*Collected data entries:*
= Beginning of Section =
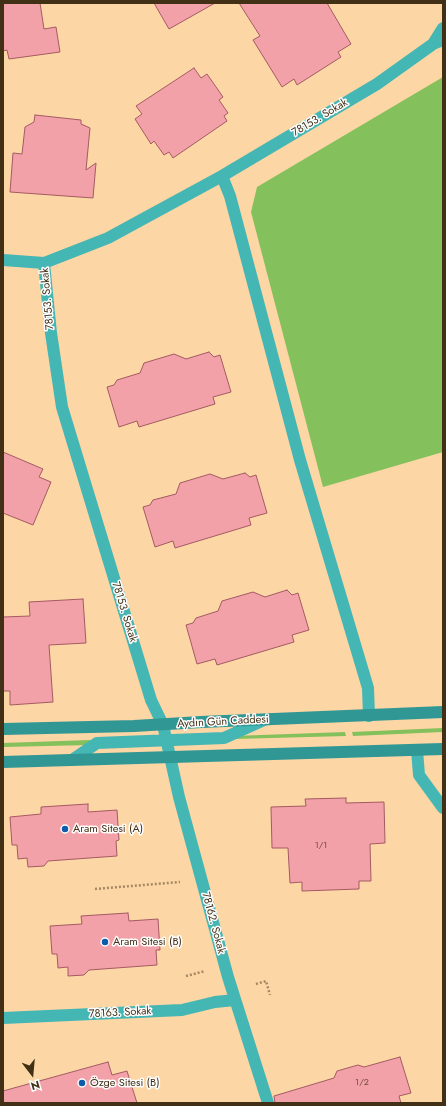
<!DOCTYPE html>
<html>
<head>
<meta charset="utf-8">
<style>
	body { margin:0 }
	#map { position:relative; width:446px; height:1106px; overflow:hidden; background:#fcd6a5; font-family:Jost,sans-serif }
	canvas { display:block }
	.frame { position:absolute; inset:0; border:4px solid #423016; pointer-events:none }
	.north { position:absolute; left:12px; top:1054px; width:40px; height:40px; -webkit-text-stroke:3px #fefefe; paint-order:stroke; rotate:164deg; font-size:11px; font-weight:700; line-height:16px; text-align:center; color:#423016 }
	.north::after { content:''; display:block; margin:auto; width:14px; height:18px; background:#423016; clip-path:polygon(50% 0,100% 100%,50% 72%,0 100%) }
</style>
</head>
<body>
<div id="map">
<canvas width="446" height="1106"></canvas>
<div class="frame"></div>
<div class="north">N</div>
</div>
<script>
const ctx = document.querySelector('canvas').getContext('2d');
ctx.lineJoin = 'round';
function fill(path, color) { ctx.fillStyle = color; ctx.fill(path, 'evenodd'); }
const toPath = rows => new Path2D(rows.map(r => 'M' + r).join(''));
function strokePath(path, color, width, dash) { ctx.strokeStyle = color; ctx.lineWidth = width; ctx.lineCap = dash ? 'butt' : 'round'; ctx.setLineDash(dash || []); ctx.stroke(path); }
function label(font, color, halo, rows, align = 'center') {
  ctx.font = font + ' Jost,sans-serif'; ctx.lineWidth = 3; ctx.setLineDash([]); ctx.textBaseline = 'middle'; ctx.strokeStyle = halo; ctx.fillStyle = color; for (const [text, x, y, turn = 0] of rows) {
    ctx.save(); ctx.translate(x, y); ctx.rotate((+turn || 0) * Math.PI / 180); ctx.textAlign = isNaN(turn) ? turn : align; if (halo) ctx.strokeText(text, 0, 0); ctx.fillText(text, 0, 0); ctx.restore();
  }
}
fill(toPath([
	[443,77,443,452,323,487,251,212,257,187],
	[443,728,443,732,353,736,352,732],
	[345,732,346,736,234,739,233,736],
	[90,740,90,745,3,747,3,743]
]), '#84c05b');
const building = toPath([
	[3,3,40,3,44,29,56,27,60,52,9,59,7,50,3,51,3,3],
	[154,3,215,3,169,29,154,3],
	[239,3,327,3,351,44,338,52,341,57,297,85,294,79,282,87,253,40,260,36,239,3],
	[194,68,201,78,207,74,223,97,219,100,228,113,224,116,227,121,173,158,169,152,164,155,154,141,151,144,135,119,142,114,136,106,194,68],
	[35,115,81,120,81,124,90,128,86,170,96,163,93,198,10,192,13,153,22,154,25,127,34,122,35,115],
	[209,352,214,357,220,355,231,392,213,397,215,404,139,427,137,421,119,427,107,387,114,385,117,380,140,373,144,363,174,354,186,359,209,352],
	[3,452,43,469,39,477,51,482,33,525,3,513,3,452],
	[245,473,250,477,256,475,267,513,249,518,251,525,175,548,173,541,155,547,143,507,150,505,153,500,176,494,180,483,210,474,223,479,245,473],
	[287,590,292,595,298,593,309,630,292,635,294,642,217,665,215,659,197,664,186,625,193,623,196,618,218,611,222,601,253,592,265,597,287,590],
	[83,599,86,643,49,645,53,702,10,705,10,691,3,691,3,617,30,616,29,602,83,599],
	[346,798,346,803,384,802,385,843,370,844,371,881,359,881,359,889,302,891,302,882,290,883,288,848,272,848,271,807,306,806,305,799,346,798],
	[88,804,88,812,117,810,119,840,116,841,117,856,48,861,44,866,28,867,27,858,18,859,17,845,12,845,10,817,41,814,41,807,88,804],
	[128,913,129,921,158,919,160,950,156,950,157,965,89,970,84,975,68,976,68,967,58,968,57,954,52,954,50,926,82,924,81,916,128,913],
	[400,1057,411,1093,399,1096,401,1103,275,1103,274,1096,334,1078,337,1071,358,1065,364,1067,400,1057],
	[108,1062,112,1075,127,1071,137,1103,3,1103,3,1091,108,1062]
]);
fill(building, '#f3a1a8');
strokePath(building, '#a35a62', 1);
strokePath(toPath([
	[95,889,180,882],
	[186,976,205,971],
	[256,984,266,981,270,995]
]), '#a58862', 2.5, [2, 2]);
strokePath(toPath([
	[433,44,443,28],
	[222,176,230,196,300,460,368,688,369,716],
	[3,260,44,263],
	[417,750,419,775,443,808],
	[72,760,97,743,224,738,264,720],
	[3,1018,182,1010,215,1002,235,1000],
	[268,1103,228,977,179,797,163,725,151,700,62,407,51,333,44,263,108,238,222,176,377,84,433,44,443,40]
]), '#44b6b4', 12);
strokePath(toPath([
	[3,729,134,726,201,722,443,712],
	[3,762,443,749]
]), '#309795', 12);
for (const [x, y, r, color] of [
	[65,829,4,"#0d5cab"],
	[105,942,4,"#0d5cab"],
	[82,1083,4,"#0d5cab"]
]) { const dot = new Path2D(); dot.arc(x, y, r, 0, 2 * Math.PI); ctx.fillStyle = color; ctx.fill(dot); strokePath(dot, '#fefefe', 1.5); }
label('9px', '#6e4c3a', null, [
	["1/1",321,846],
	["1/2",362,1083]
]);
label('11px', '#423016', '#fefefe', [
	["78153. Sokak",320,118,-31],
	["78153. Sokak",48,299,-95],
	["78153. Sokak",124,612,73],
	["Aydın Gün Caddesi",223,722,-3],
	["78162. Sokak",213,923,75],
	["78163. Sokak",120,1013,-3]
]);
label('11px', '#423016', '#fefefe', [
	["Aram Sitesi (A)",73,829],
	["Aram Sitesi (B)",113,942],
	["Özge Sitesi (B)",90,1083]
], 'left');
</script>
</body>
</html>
= End of Section =
= Beginning of Section =
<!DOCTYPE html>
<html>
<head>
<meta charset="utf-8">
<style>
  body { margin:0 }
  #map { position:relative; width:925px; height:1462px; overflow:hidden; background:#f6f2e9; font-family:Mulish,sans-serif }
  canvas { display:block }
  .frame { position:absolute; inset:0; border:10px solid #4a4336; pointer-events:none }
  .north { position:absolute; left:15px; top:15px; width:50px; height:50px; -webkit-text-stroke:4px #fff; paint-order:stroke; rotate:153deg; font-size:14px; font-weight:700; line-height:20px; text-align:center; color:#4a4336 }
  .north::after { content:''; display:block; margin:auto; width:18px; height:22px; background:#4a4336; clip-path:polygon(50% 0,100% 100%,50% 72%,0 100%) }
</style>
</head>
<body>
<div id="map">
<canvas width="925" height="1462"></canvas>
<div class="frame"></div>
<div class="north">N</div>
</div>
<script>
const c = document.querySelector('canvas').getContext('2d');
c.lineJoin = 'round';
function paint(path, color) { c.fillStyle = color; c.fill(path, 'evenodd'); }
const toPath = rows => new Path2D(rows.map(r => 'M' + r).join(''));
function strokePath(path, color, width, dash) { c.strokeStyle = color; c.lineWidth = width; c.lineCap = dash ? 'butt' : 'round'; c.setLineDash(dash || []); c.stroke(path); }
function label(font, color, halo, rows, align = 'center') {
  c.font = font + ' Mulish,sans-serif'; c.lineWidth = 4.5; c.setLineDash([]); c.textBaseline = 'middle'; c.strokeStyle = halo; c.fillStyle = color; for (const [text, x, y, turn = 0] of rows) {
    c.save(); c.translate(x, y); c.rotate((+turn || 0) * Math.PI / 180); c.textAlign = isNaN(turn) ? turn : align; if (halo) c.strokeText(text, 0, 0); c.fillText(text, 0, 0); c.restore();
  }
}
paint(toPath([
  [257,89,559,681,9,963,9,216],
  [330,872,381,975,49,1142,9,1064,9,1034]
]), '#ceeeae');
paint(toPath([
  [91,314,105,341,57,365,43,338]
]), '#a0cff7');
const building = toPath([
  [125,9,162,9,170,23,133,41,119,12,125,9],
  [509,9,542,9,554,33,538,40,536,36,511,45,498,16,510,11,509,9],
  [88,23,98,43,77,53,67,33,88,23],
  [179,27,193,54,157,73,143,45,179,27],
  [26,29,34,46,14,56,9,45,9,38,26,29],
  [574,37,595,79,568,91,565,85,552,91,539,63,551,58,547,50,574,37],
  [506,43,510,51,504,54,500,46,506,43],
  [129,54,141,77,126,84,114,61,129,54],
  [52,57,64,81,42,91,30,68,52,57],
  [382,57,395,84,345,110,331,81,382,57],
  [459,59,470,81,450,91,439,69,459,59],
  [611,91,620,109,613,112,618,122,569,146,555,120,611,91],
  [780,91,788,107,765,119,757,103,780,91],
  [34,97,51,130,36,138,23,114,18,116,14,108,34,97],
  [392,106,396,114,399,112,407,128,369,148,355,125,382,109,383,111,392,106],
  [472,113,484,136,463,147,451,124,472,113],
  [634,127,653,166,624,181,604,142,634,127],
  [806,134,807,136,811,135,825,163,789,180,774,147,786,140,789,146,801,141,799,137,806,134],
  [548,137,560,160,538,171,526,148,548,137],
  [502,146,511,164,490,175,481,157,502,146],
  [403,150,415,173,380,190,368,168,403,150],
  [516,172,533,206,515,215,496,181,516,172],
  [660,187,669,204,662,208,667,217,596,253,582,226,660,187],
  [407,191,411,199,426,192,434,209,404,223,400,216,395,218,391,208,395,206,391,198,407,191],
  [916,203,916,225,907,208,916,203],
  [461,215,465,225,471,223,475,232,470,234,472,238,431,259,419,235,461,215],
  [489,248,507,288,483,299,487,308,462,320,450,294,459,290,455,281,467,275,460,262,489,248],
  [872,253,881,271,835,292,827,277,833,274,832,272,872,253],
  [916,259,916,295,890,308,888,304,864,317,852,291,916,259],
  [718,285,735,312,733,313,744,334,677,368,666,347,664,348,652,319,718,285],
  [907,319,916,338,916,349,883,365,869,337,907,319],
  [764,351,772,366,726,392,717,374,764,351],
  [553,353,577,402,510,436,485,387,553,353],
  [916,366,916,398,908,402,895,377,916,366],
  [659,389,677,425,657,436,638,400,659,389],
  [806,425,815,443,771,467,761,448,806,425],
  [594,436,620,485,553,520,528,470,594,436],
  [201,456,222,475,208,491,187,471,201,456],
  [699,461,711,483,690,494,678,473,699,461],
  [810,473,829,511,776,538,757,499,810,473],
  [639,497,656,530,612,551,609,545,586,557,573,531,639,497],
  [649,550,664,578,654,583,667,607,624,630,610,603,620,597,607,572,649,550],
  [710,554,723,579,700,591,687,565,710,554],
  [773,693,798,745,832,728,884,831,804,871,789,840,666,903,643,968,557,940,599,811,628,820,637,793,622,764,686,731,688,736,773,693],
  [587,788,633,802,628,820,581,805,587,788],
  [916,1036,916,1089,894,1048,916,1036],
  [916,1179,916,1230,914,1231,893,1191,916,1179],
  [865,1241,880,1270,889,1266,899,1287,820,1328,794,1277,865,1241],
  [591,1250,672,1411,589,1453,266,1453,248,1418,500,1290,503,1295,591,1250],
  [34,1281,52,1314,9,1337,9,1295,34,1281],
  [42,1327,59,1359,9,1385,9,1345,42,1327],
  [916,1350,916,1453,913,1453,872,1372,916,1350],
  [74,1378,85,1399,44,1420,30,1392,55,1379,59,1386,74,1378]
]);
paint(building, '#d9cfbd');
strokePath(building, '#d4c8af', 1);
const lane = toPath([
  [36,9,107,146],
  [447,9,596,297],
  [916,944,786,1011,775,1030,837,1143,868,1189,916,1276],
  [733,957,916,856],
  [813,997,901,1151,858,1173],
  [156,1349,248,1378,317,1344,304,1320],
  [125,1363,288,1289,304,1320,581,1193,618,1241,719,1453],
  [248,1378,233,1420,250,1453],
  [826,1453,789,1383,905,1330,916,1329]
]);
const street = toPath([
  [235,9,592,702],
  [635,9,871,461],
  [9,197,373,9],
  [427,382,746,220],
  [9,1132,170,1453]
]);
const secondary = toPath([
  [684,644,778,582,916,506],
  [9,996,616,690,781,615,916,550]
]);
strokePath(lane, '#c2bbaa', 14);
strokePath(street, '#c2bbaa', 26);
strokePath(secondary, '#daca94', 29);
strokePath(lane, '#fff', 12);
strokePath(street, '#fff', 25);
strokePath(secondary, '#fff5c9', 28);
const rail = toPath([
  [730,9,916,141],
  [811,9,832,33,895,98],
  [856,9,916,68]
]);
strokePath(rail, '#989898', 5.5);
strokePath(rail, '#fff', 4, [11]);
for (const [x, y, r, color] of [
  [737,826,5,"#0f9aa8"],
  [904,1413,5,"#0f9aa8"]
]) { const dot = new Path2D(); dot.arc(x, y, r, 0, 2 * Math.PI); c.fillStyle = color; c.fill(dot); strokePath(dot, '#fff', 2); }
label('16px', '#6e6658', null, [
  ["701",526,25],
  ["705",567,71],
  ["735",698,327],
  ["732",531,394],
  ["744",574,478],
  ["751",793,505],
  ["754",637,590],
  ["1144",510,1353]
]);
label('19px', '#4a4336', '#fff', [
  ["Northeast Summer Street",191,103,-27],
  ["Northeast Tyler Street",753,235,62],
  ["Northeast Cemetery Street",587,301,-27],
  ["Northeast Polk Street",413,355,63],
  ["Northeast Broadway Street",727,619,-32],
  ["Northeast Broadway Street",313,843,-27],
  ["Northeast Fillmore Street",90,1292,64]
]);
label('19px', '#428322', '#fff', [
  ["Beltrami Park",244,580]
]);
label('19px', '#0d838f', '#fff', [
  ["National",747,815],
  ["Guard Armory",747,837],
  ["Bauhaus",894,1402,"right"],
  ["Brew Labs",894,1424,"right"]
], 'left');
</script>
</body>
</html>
= End of Section =
= Beginning of Section =
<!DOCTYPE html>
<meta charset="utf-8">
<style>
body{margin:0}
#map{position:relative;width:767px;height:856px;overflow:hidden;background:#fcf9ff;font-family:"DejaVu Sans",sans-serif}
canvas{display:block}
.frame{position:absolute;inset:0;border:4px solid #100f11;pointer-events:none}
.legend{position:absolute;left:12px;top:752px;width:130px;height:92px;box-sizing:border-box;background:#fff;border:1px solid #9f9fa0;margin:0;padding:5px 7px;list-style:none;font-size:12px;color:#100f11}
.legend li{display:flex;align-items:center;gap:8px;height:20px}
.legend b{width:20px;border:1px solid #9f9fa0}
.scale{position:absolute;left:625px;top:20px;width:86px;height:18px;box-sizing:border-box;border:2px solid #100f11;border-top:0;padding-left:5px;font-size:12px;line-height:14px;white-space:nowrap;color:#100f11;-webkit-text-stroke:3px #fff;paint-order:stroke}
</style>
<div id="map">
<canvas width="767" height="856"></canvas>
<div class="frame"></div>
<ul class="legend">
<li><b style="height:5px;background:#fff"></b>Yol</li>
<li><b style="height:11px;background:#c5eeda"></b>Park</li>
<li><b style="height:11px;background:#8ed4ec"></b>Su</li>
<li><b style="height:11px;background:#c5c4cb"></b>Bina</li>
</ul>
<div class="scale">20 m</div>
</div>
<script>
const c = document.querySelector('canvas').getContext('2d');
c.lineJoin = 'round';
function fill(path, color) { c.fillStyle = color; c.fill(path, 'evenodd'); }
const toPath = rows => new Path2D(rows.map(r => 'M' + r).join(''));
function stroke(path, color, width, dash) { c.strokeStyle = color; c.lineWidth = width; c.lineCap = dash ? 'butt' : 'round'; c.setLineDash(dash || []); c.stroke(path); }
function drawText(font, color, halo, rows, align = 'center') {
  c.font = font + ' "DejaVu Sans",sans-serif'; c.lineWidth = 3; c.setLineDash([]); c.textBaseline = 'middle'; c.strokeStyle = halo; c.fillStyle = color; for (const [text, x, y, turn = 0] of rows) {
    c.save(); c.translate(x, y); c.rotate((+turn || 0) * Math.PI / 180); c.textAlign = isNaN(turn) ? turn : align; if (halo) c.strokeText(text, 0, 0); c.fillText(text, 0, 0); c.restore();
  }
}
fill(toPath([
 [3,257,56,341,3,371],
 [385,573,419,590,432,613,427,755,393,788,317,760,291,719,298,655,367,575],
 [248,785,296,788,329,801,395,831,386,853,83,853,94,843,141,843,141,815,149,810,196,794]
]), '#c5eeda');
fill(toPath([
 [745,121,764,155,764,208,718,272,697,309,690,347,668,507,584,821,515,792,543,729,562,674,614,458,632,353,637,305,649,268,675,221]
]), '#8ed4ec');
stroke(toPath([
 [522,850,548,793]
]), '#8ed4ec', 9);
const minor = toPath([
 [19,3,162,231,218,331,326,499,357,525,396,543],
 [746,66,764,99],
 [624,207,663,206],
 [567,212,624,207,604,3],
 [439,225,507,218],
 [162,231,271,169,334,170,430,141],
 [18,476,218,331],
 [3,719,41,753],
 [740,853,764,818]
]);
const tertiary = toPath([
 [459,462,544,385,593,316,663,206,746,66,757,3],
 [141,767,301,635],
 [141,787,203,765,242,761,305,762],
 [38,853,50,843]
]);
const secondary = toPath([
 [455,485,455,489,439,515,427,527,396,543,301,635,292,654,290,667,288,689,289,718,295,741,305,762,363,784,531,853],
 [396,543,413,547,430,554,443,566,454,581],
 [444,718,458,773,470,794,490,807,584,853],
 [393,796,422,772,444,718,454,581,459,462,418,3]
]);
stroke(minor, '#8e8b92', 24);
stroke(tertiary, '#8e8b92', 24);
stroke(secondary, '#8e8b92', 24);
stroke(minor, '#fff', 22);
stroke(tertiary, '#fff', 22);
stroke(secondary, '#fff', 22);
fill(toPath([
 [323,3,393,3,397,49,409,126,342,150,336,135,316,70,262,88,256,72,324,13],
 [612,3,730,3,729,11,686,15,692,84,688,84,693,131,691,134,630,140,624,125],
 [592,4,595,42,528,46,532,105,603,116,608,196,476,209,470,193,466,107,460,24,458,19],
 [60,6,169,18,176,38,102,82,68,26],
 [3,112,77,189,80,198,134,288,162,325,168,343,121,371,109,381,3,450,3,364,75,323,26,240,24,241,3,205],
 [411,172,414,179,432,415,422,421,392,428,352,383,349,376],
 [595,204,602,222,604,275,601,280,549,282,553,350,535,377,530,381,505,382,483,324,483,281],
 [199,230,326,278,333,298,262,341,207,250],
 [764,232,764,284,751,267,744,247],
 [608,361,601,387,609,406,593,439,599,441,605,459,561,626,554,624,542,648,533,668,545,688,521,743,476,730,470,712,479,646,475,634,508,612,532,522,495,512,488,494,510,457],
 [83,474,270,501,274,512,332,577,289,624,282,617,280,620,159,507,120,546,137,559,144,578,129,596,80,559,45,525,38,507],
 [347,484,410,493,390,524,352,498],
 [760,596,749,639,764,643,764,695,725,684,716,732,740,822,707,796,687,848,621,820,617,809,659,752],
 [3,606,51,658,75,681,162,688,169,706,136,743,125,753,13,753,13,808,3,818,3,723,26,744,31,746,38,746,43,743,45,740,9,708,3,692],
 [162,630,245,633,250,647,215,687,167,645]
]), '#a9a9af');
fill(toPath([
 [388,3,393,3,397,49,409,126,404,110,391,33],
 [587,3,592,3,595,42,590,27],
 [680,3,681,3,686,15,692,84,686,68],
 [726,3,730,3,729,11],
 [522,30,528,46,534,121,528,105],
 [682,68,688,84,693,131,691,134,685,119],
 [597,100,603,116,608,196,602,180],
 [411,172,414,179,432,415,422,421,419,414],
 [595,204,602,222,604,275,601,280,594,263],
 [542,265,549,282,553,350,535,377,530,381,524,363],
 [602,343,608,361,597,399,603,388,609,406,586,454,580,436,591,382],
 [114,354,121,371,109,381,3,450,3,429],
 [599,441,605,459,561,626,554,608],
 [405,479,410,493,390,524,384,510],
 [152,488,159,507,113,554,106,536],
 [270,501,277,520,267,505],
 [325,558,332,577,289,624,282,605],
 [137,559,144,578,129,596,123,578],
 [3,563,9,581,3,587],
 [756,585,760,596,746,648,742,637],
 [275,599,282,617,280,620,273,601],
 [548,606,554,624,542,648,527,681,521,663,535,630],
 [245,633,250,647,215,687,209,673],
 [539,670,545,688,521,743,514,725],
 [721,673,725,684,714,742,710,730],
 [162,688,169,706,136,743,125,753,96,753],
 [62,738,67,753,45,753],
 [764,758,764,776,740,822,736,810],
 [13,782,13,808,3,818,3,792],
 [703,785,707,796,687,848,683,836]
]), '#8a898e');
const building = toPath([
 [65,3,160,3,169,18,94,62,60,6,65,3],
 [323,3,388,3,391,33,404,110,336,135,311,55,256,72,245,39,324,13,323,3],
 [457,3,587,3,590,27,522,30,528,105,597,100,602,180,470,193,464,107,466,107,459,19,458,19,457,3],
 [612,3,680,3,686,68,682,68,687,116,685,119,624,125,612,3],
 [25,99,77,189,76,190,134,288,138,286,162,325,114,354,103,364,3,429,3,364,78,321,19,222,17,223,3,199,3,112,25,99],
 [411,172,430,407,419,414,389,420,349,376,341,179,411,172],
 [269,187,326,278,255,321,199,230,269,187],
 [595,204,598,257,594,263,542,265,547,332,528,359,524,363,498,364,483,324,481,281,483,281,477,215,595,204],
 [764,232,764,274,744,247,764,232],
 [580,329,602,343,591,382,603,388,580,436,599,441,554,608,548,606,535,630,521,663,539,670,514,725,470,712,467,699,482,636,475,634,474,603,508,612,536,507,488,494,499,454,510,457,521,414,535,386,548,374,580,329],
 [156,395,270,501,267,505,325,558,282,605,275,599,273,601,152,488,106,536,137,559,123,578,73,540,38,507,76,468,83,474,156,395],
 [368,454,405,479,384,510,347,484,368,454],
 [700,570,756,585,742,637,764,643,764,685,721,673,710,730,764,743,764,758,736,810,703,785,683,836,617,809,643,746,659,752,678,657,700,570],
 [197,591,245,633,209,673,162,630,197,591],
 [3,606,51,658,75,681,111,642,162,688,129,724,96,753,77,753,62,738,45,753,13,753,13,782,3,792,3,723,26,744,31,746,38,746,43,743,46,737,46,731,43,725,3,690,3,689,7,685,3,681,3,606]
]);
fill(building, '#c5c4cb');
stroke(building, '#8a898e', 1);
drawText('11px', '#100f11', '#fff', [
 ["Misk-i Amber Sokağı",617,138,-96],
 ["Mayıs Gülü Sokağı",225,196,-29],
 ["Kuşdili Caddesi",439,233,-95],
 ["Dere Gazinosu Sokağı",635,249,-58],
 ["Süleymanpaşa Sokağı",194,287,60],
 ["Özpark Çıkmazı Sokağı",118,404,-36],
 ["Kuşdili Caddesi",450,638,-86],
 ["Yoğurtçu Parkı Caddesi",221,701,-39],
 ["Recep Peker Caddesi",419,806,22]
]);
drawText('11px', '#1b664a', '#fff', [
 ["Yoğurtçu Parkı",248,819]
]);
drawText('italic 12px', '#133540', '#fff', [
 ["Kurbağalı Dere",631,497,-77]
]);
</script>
= End of Section =
*Task to complete:*
Taking the lines above, repeat exactly those from the line that contains "ctx.lineJoin = 'round';" through the line that contains "ctx.strokeStyle = color;", and both of those lines as well. Include nothing else.

*Written answer:*
ctx.lineJoin = 'round';
function fill(path, color) { ctx.fillStyle = color; ctx.fill(path, 'evenodd'); }
const toPath = rows => new Path2D(rows.map(r => 'M' + r).join(''));
function strokePath(path, color, width, dash) { ctx.strokeStyle = color; ctx.lineWidth = width; ctx.lineCap = dash ? 'butt' : 'round'; ctx.setLineDash(dash || []); ctx.stroke(path); }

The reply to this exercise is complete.